> What the task requires:
Out of the lines below, please list those that hold the string "page".

> Saved data entries:
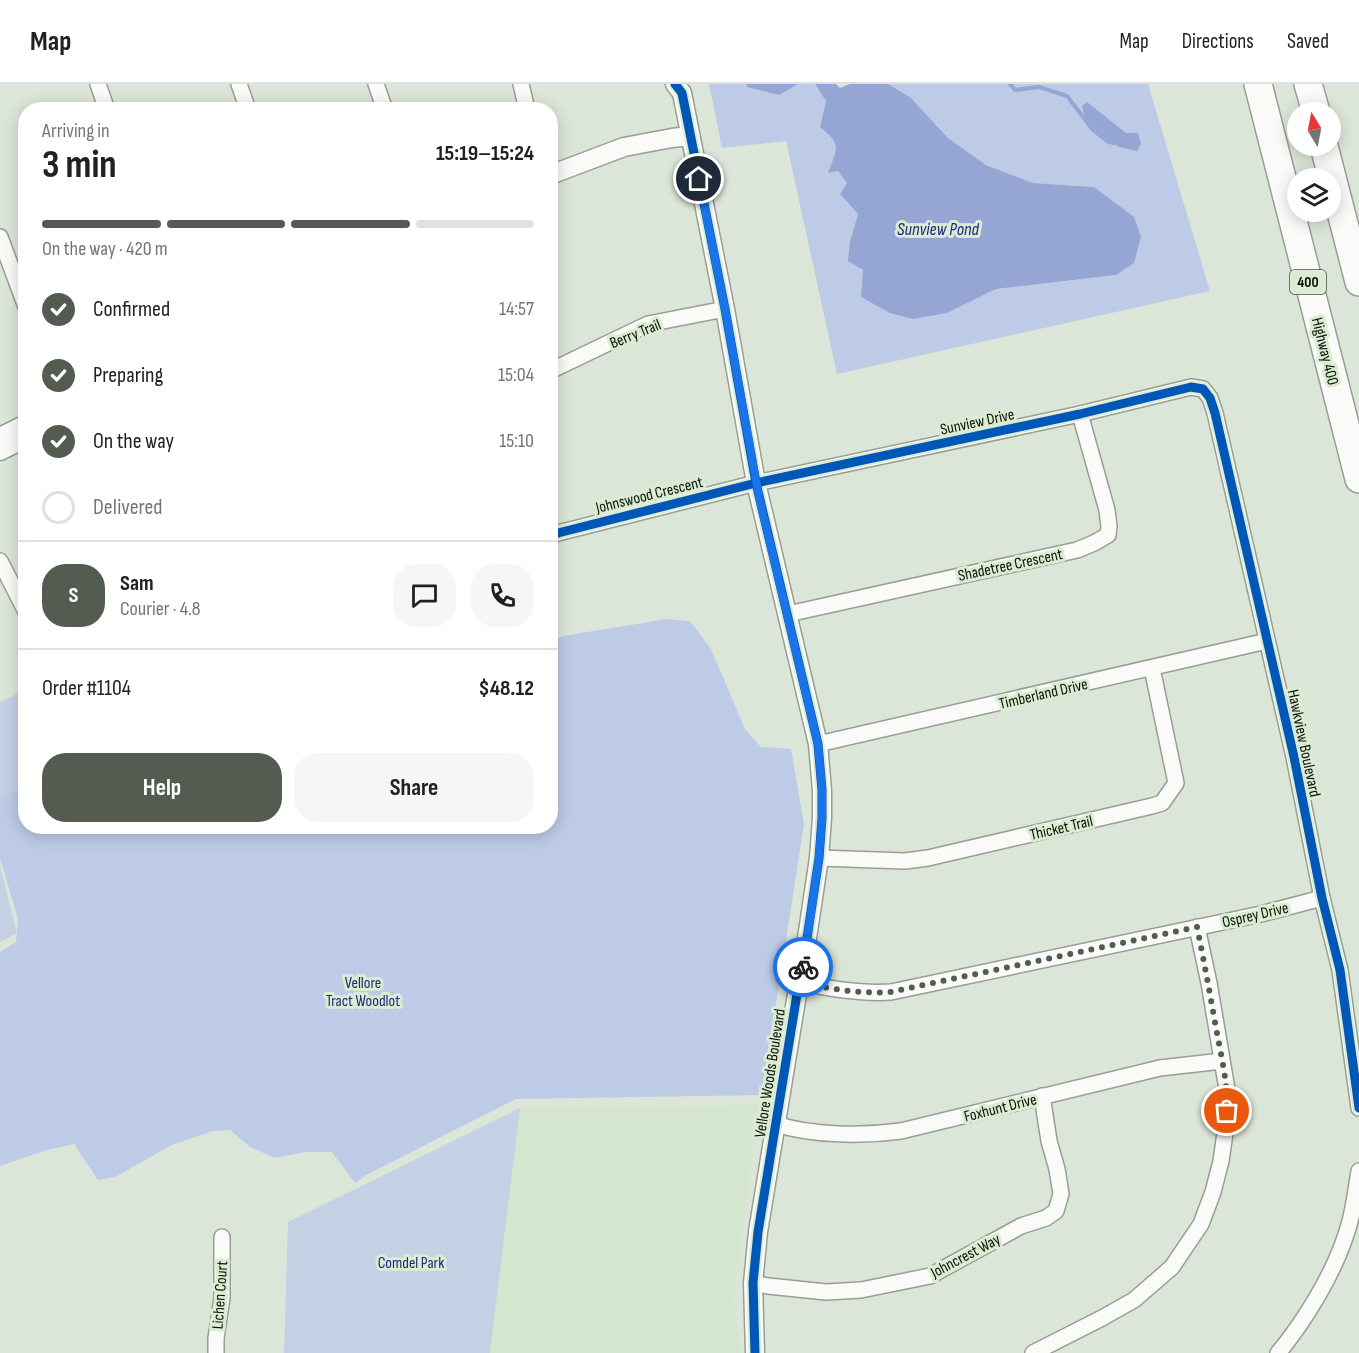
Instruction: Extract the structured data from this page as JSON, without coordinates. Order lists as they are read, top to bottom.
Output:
{
  "streets": {
    "highway": ["400", "Highway 400"],
    "street": [
      "Berry Trail",
      "Sunview Drive",
      "Johnswood Crescent",
      "Shadetree Crescent",
      "Timberland Drive",
      "Hawkview Boulevard",
      "Thicket Trail",
      "Osprey Drive",
      "Vellore Woods Boulevard",
      "Foxhunt Drive",
      "Johncrest Way",
      "Lichen Court"
    ]
  },
  "crossings": [
    ["Berry Trail", "Vellore Woods Boulevard"],
    ["Sunview Drive", "Johnswood Crescent"],
    ["Sunview Drive", "Shadetree Crescent"],
    ["Sunview Drive", "Hawkview Boulevard"],
    ["Sunview Drive", "Vellore Woods Boulevard"],
    ["Johnswood Crescent", "Vellore Woods Boulevard"],
    ["Shadetree Crescent", "Vellore Woods Boulevard"],
    ["Timberland Drive", "Hawkview Boulevard"],
    ["Timberland Drive", "Thicket Trail"],
    ["Timberland Drive", "Vellore Woods Boulevard"],
    ["Hawkview Boulevard", "Osprey Drive"],
    ["Thicket Trail", "Vellore Woods Boulevard"],
    ["Osprey Drive", "Vellore Woods Boulevard"],
    ["Vellore Woods Boulevard", "Foxhunt Drive"],
    ["Vellore Woods Boulevard", "Johncrest Way"],
    ["Foxhunt Drive", "Johncrest Way"]
  ],
  "water": ["Sunview Pond"],
  "parks": ["Vellore Tract Woodlot", "Comdel Park"],
  "north": "top",
  "page": {
    "header": "Map",
    "nav": ["Map", "Directions", "Saved"],
    "heading": ["3 min", "Arriving in", "15:19–15:24"],
    "panel": [
      "Sam",
      "Courier · 4.8",
      "Order #1104",
      "$48.12"
    ],
    "bar": "On the way · 420 m",
    "list": [
      ["Confirmed", "14:57"],
      ["Preparing", "15:04"],
      ["On the way", "15:10"],
      "Delivered"
    ],
    "round": "S",
    "buttons": ["Help", "Share"]
  }
}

> Problem solution:
Instruction: Extract the structured data from this page as JSON, without coordinates. Order lists as they are read, top to bottom.
  "page": {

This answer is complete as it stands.